Se dovessimo individuare, tra i più grandi problemi che oggi interessano e che, in modo ancora più drammatico, interesseranno in futuro l’intera Umanità, risponderemmo, senza ombra di dubbio, la crisi idrica. Negli ultimi anni, per cause diverse, tra cui la principale è rappresentata dal cambiamento climatico, le risorse idriche si sono ridotte in modo veramente preoccupante. Fiumi in secca, laghi ridotti a stagni, cittadini che, non avendo più acqua in casa, sono costretti ad approvvigionarsi presso le poche fontane pubbliche da cui ancora sgorga acqua, oppure dalle auto cisterne messe a disposizione dalle Amministrazioni, sono immagini che ormai quotidianamente e diffusamente ci vengono mostrate in tutta la loro drammaticità dai mass media. Senza dimenticare poi che, oltre ad una diminuzione della risorsa idrica, stiamo assistendo anche ad un peggioramento qualitativo della stessa: sulla base della mia esperienza diretta, ho potuto verificare che in questi ultimi anni la salinità delle acque dei pozzi, che si trovano lungo la costa e che, in molti casi, rappresentano la principale fonte di approvvigionamento di acqua potabile, è significativamente aumentata.

Ora, visto che la gravità del problema è condivisa da tutti: cittadini, politici ed amministratori, negazionisti climatici e non, non è più rinviabile la messa in campo di una strategia progettuale finalizzata, non dico a risolvere in modo radicale il problema, ma quanto meno ad attutirlo, se non vogliamo che, come è già successo, in altre parti del mondo, la carenza idrica, oltre a costituire un grosso problema sociale ed economico, possa essere foriera, anche nel nostro Paese, di attriti tra comunità che si contendono la poca acqua a disposizione.

Ma allora che fare?

La complessità del problema è tale che nessuno può credere di avere la soluzione a portata di mano; certo però, qualche iniziativa, già sperimentata in diversi contesti, si può incominciare a metterla in atto. Vediamo di elencarne qualcuna:

  1. Revisione e razionalizzazione delle reti idriche comunali

Dagli studi fatti negli ultimi anni, è emerso che circa il 45% dell’acqua immessa nelle reti idriche viene sprecata a causa delle numerose perdite presenti. Inoltre in alcuni paesi le reti acquedottistiche non sono correttamente dimensionate e non adeguatamente collegate fra loro, per cui può succedere che non vi sia una equa e razionale distribuzione dell’acqua. Questo comporta che, mentre una parte del paese rimane a secco, l’altra ha acqua in eccesso.

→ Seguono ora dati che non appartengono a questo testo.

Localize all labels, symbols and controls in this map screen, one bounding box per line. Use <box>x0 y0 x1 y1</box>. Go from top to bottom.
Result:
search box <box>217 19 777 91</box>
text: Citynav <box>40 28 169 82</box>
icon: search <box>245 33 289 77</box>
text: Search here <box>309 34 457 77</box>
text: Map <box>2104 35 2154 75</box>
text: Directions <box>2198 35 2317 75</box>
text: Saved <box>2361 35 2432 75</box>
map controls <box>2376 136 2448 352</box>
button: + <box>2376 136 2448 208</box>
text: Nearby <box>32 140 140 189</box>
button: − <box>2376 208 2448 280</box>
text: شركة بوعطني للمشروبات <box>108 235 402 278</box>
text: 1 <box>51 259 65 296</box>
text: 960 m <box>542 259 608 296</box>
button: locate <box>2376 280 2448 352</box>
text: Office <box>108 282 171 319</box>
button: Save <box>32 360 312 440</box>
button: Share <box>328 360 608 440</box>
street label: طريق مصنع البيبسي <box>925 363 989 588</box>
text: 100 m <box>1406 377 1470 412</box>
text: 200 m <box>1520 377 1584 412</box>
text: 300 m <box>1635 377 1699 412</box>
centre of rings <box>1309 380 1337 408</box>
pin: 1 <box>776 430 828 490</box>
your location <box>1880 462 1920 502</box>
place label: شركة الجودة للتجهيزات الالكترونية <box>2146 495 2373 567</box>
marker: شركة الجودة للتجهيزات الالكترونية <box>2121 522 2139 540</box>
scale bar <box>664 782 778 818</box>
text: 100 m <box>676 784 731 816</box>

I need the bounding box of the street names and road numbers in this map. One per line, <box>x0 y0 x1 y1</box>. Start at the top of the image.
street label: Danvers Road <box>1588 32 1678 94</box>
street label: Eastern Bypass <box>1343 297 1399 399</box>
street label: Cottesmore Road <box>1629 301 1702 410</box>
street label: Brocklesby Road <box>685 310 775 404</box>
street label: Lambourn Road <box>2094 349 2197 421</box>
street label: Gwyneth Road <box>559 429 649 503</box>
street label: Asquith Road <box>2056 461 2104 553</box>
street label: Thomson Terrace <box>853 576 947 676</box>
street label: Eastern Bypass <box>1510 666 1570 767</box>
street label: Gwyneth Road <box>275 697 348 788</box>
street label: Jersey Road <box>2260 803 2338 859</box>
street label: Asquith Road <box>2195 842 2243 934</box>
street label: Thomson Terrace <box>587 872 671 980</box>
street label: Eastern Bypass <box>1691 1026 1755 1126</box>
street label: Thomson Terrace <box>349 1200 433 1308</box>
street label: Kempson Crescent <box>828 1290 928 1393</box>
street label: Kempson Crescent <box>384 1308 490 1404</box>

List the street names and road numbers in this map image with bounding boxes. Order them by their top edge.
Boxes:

  1. Desalinizzazione dell’acqua marina

Si basa sul fenomeno dell’osmosi inversa: l’acqua salata a contatto con una membrana speciale, viene privata del sale, rendendo l’acqua dolce. Purtroppo questo metodo comporta due inconvenienti non di poco conto: il primo è che è molto costoso dal punto di vista gestionale ed energetico: tali processi sono molto diffusi nei paesi arabi, dove gli sceicchi, grazie ai petrodollari, se lo possono permettere; il secondo è rappresentato dallo smaltimento della salamoia residua fortemente inquinata, che rappresenta un problema non di poco conto, in quanto se viene rigettata in mare provoca consistenti danni alla vita acquatica.

  1. Riciclo delle acque di fognatura.

Com’è noto ogni tipologia di acqua inquinata può essere, grazie alle tecnologie depurative, decontaminata, ed il grado di depurazione dipende da quanto spinti sono i processi depurativi, in altre parole: un’acqua di fognatura può essere resa addirittura potabile; si tenga conto che in molte parti del mondo ed anche in alcune città italiane, l’acqua immessa in acquedotto, ovviamente dopo un efficace processo depurativo, viene approvvigionata da fiumi e laghi, che presentano un livello di inquinamento, a volte superiore a quello delle acque di fognatura.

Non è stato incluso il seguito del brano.